[Provided information Boundary: Start]
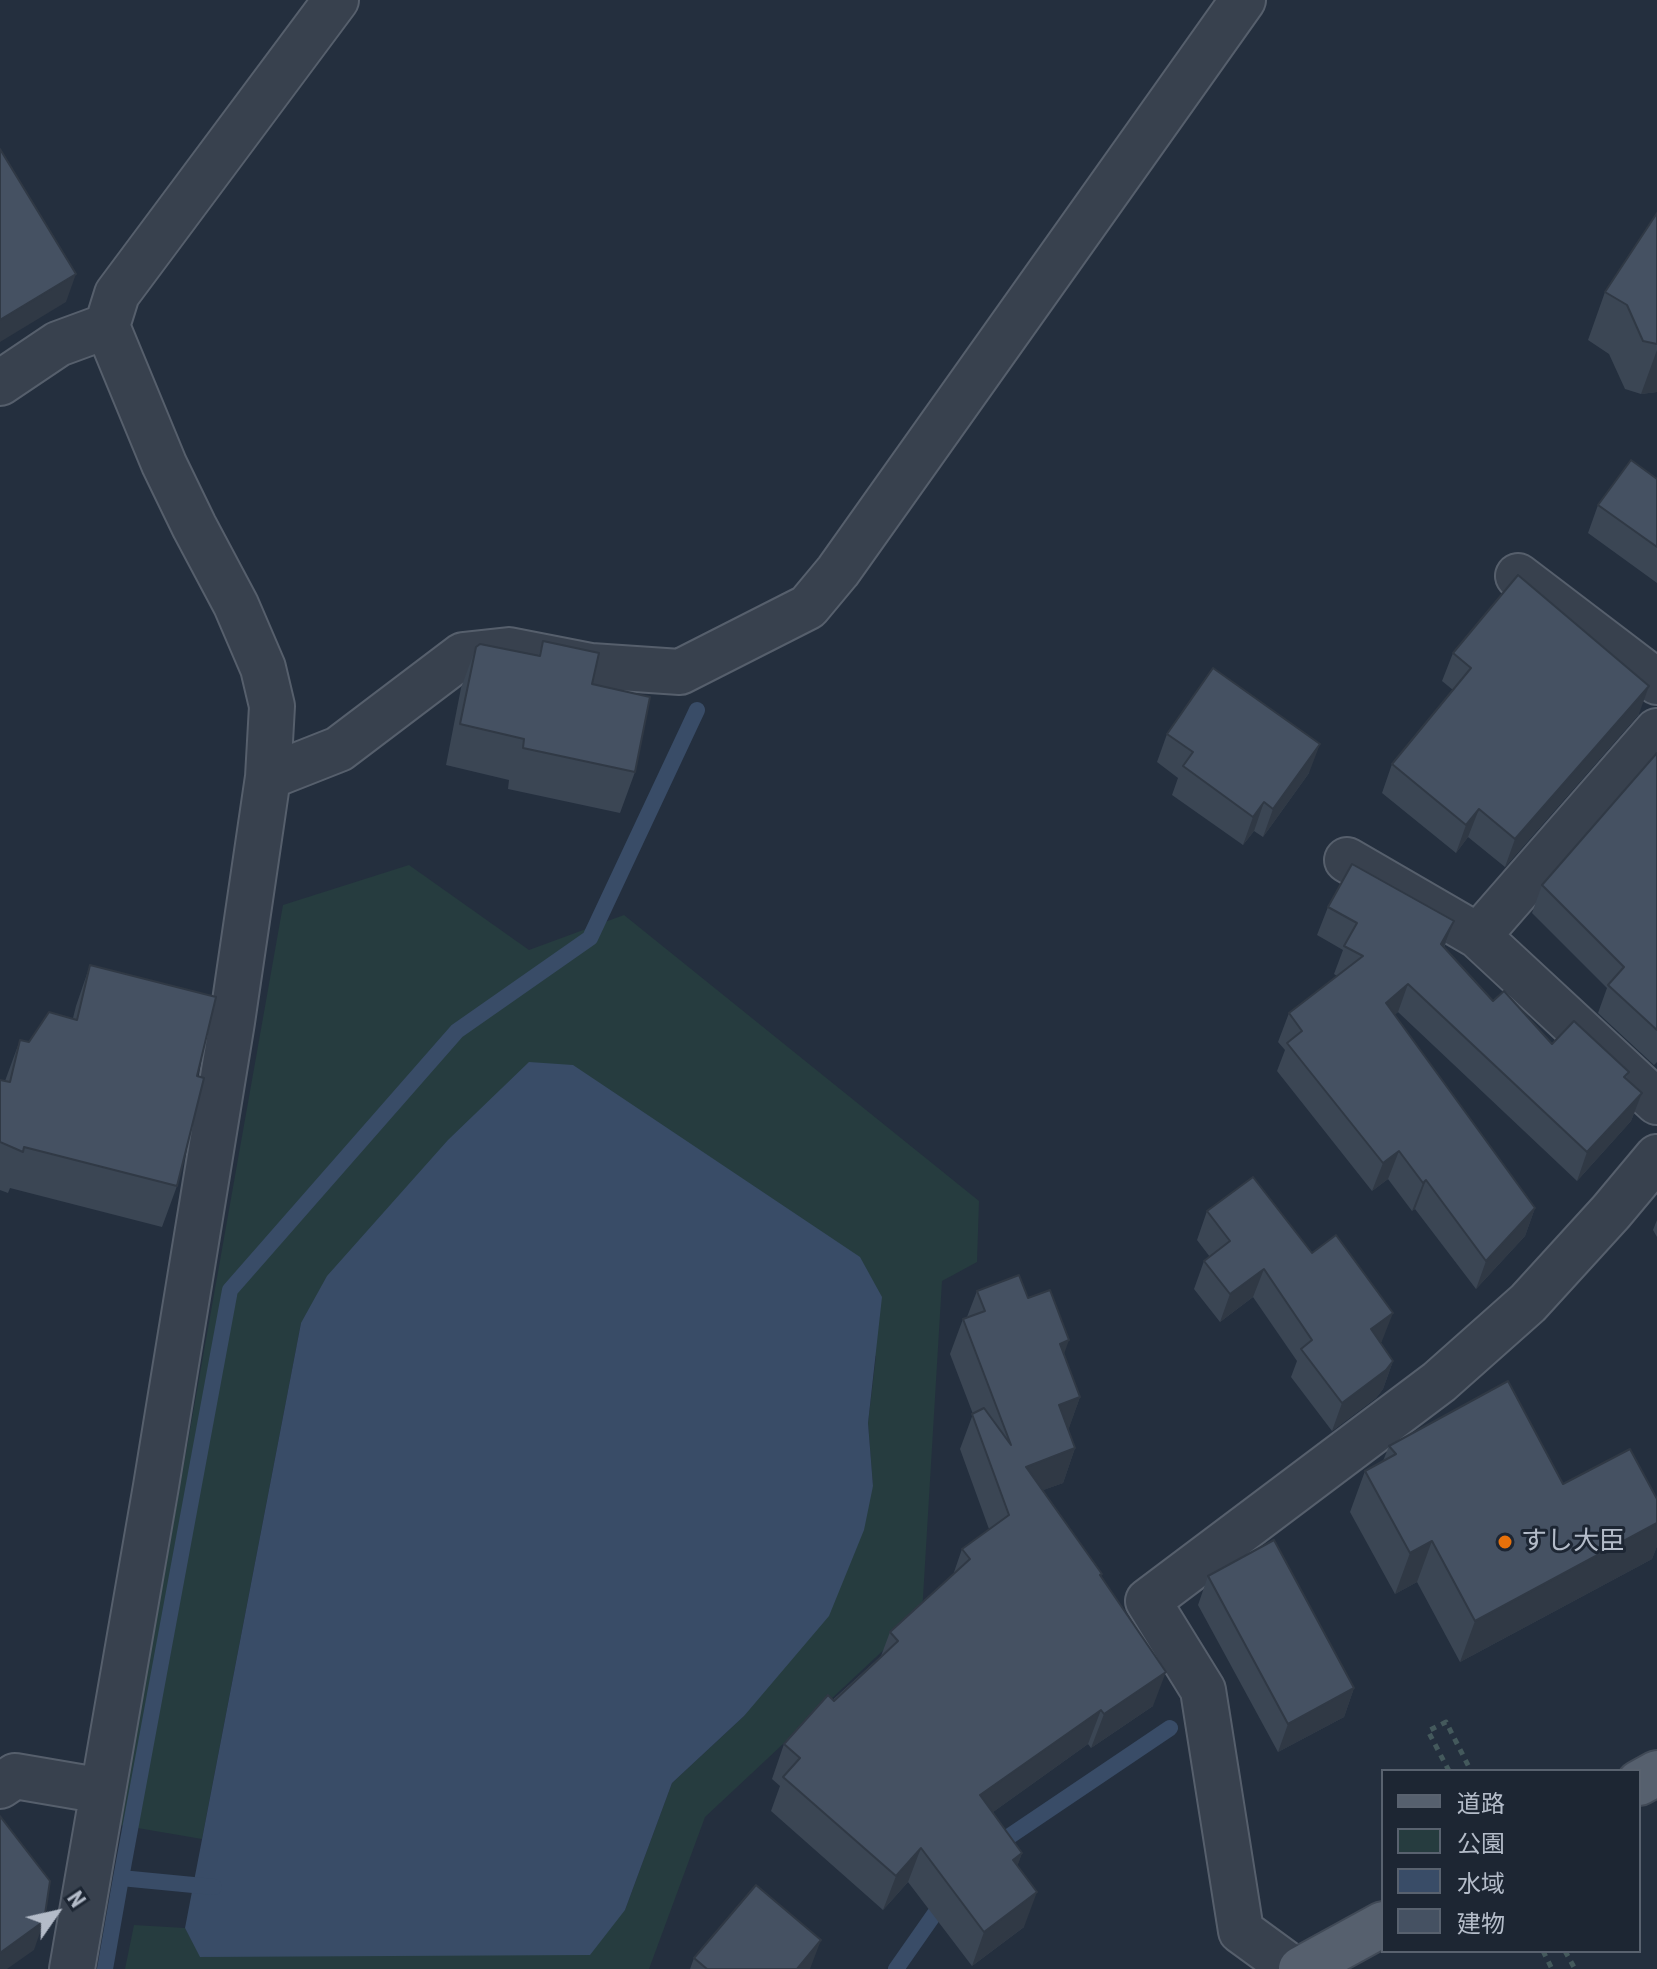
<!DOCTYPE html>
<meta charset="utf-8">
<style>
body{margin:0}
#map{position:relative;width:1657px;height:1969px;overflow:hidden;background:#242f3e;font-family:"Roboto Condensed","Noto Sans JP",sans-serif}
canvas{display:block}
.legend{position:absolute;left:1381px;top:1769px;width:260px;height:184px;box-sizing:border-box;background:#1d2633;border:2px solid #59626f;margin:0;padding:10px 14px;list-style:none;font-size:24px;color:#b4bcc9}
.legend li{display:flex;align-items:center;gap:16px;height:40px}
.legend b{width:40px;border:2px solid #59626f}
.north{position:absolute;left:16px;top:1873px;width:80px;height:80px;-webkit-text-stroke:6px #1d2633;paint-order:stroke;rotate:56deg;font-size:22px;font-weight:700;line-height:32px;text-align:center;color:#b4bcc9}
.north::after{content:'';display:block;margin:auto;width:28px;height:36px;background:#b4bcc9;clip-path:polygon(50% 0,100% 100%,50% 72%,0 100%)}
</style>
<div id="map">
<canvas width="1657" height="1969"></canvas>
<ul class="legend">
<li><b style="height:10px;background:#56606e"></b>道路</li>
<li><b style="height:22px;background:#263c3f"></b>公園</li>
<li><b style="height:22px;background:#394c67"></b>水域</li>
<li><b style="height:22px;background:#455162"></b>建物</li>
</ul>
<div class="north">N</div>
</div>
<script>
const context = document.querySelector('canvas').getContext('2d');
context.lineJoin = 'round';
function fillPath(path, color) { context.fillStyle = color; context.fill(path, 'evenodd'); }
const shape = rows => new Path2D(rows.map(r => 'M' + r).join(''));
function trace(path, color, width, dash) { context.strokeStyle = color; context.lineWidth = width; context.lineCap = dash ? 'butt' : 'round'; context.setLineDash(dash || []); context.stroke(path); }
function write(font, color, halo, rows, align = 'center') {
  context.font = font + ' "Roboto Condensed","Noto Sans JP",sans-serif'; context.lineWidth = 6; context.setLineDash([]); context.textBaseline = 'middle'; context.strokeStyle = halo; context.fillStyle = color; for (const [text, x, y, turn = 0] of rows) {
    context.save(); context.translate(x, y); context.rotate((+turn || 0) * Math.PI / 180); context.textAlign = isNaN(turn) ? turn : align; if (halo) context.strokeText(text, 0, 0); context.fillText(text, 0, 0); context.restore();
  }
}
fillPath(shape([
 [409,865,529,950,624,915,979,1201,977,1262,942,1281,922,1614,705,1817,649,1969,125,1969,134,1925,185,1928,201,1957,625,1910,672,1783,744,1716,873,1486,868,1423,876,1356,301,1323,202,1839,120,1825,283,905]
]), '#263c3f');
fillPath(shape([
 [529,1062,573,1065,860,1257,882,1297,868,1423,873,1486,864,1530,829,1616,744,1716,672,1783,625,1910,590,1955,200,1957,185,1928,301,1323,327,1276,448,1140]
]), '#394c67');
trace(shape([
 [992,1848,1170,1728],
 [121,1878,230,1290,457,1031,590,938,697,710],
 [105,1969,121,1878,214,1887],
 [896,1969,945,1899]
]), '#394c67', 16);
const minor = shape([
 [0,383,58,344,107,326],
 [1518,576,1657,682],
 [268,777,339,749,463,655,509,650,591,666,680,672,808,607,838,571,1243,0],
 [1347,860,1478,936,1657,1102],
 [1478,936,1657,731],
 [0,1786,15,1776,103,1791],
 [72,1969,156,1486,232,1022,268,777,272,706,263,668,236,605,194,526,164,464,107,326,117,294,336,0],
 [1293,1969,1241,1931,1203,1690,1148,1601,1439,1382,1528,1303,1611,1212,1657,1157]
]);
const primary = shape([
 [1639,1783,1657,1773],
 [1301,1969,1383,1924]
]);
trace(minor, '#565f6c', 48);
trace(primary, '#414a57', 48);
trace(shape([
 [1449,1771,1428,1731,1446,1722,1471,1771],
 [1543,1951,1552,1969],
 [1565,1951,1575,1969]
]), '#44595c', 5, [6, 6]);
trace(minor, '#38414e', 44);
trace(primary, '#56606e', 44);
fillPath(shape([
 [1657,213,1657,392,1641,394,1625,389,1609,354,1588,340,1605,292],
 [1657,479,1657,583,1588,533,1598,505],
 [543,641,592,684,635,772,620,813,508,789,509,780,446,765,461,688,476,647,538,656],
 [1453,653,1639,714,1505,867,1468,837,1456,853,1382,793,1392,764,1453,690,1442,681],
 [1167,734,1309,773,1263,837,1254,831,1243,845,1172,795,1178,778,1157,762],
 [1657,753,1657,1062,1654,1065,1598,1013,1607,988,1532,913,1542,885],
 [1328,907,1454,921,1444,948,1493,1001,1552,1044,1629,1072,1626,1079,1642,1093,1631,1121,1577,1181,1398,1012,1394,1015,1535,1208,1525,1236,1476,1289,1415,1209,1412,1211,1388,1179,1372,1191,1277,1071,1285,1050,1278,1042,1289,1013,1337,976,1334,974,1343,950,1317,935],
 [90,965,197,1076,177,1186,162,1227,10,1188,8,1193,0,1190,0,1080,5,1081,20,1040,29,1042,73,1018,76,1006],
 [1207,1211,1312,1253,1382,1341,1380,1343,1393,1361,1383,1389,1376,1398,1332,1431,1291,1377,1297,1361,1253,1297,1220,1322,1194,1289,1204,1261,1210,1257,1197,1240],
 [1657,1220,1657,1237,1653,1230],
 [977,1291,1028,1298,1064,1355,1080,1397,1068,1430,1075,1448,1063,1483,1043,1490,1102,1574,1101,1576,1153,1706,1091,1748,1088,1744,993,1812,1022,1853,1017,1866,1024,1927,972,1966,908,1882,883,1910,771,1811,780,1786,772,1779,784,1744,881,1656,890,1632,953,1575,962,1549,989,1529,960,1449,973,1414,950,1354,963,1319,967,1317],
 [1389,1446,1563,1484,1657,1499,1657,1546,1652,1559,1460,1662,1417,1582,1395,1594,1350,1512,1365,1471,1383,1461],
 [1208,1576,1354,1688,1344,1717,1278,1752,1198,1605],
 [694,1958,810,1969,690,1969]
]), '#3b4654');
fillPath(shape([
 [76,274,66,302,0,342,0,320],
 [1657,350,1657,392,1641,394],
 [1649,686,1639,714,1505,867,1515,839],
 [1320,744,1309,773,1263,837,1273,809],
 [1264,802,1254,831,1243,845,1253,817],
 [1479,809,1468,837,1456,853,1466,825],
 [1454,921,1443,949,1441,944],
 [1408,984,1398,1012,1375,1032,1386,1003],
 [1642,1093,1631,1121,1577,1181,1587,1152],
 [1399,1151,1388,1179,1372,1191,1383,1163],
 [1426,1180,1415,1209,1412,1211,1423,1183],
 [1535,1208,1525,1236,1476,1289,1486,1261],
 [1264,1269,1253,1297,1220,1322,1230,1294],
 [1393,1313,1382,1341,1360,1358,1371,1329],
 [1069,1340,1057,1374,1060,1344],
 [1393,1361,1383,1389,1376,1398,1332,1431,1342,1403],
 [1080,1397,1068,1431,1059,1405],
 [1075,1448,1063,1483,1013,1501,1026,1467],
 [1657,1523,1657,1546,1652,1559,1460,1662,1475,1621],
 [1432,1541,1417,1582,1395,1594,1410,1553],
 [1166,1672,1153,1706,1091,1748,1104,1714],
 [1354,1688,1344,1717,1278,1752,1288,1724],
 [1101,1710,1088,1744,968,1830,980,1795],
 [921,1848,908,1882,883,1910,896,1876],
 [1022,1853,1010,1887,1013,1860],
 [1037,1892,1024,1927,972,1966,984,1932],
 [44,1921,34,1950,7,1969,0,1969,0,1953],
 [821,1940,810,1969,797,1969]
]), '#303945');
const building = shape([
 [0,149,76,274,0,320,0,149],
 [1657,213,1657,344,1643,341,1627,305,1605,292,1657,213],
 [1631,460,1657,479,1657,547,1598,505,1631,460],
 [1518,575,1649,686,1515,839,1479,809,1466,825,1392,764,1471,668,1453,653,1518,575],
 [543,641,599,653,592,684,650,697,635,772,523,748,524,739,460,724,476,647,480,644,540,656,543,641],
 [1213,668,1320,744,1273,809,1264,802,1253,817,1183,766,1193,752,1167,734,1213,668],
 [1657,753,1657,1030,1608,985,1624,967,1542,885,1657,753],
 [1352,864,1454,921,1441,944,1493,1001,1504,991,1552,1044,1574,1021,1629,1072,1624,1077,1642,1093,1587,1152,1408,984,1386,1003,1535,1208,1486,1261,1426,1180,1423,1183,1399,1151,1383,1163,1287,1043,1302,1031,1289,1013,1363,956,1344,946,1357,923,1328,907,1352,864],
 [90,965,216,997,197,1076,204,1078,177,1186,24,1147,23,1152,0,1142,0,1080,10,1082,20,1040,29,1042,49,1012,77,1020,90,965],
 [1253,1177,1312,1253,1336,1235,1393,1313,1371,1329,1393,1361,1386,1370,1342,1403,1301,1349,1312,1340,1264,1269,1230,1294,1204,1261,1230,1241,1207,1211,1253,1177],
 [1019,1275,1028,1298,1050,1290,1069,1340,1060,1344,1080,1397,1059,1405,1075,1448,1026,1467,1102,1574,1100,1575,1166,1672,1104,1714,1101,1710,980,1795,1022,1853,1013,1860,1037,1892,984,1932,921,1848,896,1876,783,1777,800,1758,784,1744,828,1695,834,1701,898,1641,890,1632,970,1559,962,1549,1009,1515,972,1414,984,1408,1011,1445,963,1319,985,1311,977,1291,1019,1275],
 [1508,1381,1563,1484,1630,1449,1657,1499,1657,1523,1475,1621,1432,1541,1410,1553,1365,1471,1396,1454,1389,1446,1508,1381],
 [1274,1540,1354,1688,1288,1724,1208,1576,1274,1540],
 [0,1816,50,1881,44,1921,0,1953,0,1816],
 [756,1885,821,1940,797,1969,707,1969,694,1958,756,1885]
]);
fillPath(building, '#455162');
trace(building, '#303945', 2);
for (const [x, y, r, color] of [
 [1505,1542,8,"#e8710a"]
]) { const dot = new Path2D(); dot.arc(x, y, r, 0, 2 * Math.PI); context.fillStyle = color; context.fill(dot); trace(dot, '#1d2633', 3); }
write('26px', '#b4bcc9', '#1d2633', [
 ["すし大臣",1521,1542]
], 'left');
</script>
[Provided information Boundary: End]
Your instructions: Look through the entries. Copy out each line with "display" in it.

Written solution:
canvas{display:block}
.legend li{display:flex;align-items:center;gap:16px;height:40px}
.north::after{content:'';display:block;margin:auto;width:28px;height:36px;background:#b4bcc9;clip-path:polygon(50% 0,100% 100%,50% 72%,0 100%)}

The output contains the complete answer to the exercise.